Friday, August 16, 2013, 12:06 AM
Warning: This post is a follow up to this one. Unless you read that one before, you'll probably won't get the point of this one.

In my previous post I said that one of the issues with the DiGrazia et al. (2013) paper is that they did not mention the work by Morstatter et al. (2013).

The later work is crucial because it shows that when using the public Streaming API gardenhose (i.e. the randomly sampled 1% stream of tweets that most researchers use) results are quite different from those obtained when using the firehose (the whole stream of tweets).

In my previous post I said that DiGrazia et al. should have at least acknowledged that they didn't known how representative their data was on the basis of the work by Morstatter et al. [Addendum, August 18: However, as Alex Hanna accurately pointed out, this would not exactly apply to the study by DiGrazia et al. since they used the gardenhose (10% sample) and not the 1% public Streaming API.]

To justify that I simply said that the work by Morstatter et al. preceded that by DiGrazia et al. However, Emilio Ferrara told me that I was wrong on that since the work by Morstatter et al. was published in July and the first draft by DiGrazia et al. was published in February.

I was sure, however, that DiGrazia et al. were aware of that work because I had addressed them to a preprint on April 25. That was the reason for me still pointing that flaw in the paper.

However, I was not aware of the deadlines for the annual meeting of the ASA: on January 9, 2013 papers should have been submitted, and March 18, 2013 was the date decisions letters should be sent to authors. Besides, on April 30, 2013 the final program for the conference was to be announced so I assume that between late March and early April authors should have submitted their camera ready version of the paper.

So, in short. The work by Morstatter et al. was available online at least on April 25 and DiGrazia et al. should know of it at least from that date because of my e-mail.
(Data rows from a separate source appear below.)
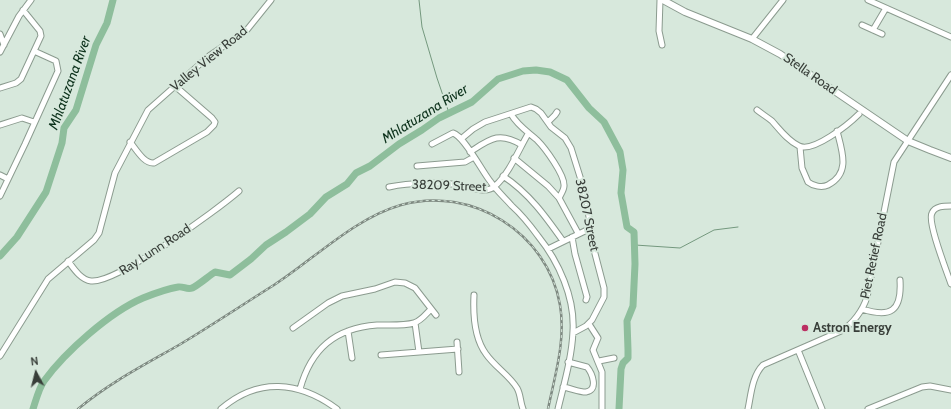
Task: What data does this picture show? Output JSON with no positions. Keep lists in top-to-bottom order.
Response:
{
  "streets": {
    "main road": ["Stella Road"],
    "street": [
      "Valley View Road",
      "38209 Street",
      "38207 Street",
      "Ray Lunn Road",
      "Piet Retief Road"
    ]
  },
  "crossings": [
    ["Valley View Road", "Ray Lunn Road"],
    ["Stella Road", "Piet Retief Road"]
  ],
  "water": ["Mhlatuzana River"],
  "places": ["Astron Energy"],
  "north": "top"
}
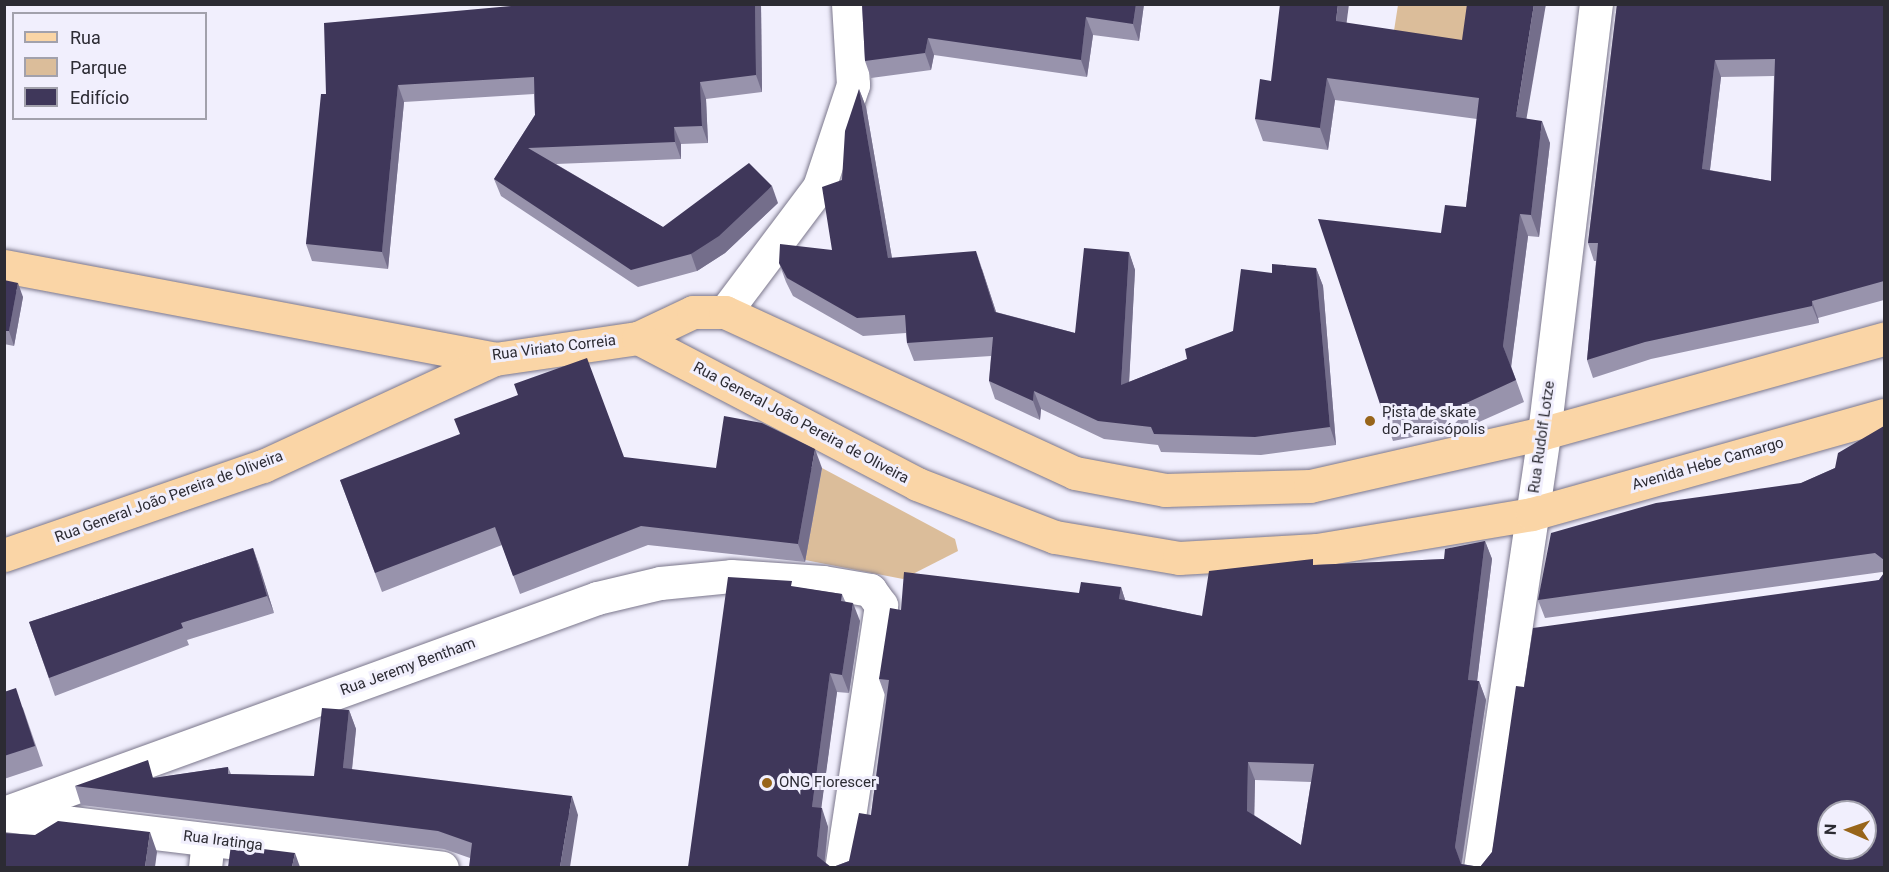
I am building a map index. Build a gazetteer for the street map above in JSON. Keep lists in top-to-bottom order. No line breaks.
{"streets":{"main road":["Rua Viriato Correia","Rua General João Pereira de Oliveira","Avenida Hebe Camargo"],"street":["Rua Rudolf Lotze","Rua Jeremy Bentham","Rua Iratinga"]},"crossings":[["Rua Viriato Correia","Rua General João Pereira de Oliveira"],["Rua General João Pereira de Oliveira","Rua Rudolf Lotze"],["Rua General João Pereira de Oliveira","Avenida Hebe Camargo"],["Rua Rudolf Lotze","Avenida Hebe Camargo"],["Rua Jeremy Bentham","Rua Iratinga"]],"places":["Pista de skate do Paraisópolis","ONG Florescer"],"legend":["Rua","Parque","Edifício"],"north":"left"}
However, it's very likely that by that day they had already submitted their camera ready version of the paper and, hence, that would explain the lack of that reference in their paper. [Addendum August 18] Besides, as aforementioned, it's debatable whether the findings by Morstatter et al. when comparing the public Streaming API with the firehose could apply or not to the gardenhose employed by DiGrazia et al.

Because of this I have striken through that concrete piece of criticism in my previous post.

Nevertheless, the findings by Morstatter et al. are a source of concern for all of us working with Twitter public Streaming API (the 1% sample) and even maybe those working with the gardenhose (the 10% sample) since we simply don't know the biases they can exhibit when compared with the whole firehose.